The graph shows that none of the models can predict accurately values over 25 mm of daily rain. In the range from 0 to approximately 22 mm (vertical dashed line for reference), the random forest seems to be the method that better approximates the diagonal line (i.e., smaller prediction error), followed closely by the linear regression. Even though these models can not be considered more than fair, they still do a much better job when compared with the baseline prediction.

In many cases, we build models not only to predict, but also to gain insight from the data. When, in Part 3b, we performed EDA, we saw that the maximum wind speed seemed to be an important predictor. Well, the models confirmed it three times: this variable was the most statistically significant in the linear model, was the only one used to predict in the regression tree, and the one that reduced the estimated error the most in the random forest.

In Part 4b, we will continue building models, this time considering the rain as a binary outcome. This means all models will assign probabilities to the occurrence of rain, for each day in the test set.

## Tuesday, 17 March 2015

### Part 3b: EDA with ggplot2

In Part 3a I have introduced the plotting system ggplot2. I talked about its concept and syntax with some detail, and then created a few general plots, using the weather data set we've been working with in this series of tutorials. My goal was to show that, in ggplot2, a nice looking and interesting graph can usually be created with just a few lines of code. Given the positive feedback that post has received, I believe I had some success with what I had in mind. Who knows if some of the readers will decide to give ggplot2 a try using their own data? It is often said that a picture is worth a thousand words, but I often see some highly experienced R users, after doing really complex data analyses, plotting the results in a way that falls short of the expectations, given the quality of their analytical work.

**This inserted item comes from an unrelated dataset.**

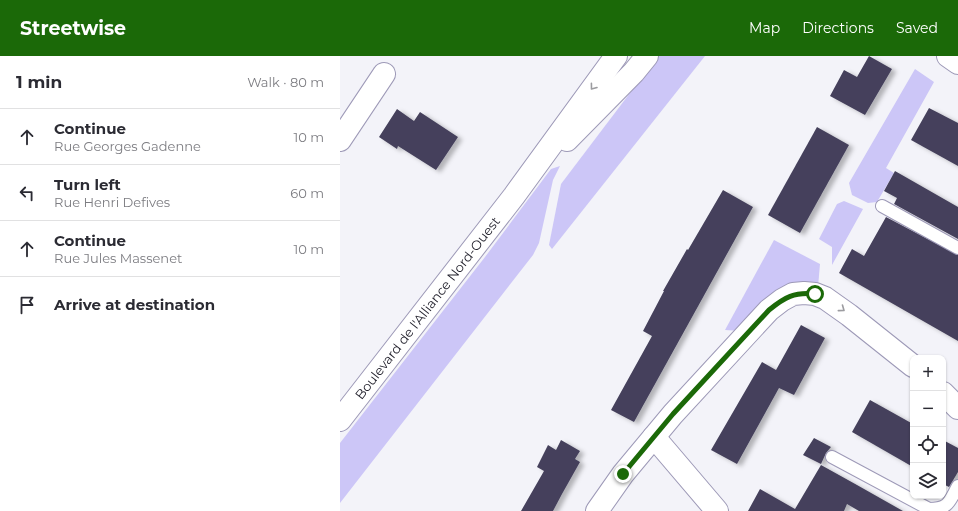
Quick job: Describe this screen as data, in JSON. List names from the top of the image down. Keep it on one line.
{"streets":{"street":["Boulevard de l'Alliance Nord-Ouest"]},"page":{"header":"Streetwise","nav":["Map","Directions","Saved"],"heading":["1 min","Walk · 80 m"],"list":[["Continue","Rue Georges Gadenne","10 m"],["Turn left","Rue Henri Defives","60 m"],["Continue","Rue Jules Massenet","10 m"],"Arrive at destination"],"map_buttons":["+","−"]}}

In Part 3b, we will continue to rely on visualisations to explore the data, but now with the goal of tackling the following question: Are there any good predictors, in our data, for the occurrence of rain on a given day? The numeric variable representing the amount of rain will be our dependent variable, also known as response or outcome variable, and all the remaining ones will be potential independent variables, also known as predictors or explanatory variables.

After framing the question, and before fitting any model, EDA techniques (such as visualisation) are used to gain insight from the data. Here are the steps I usually take at this stage:
• Analyse the (continuous) dependent variable - at least, make an histogram of the distribution; when applicable, plot the variable against time to see the trend. Can the continuous variable be transformed to a binary one (i.e., did it rain or not on a particular day?), or to a multicategorical one (i.e., was the rain none, light, moderate, or heavy on a particular day?).
• Search for correlations between the dependent variable and the continuous independent variables - are there any strong correlations? Are they linear or non-linear?
• Do the same as above but try to control for other variables (faceting in ggplot2 is very useful  to do this), in order to assess for confounding and effect modification. Does the association between two continuous variables hold for different levels of a third variable, or is modified by them? (e.g., if there is a strong positive correlation between the rain amount and the wind gust maximum speed, does that hold regardless of the season of the year, or does it happen only in the winter?)
• Search for associations between the dependent variable and the categorical independent variables (factors) - does the mean or median of the dependent variable change depending on the level of the factor? What about the outliers, are they evenly distributed across all levels, or seem to be present in only a few of them?
So, let's now do some analyses, having the framework described above in mind.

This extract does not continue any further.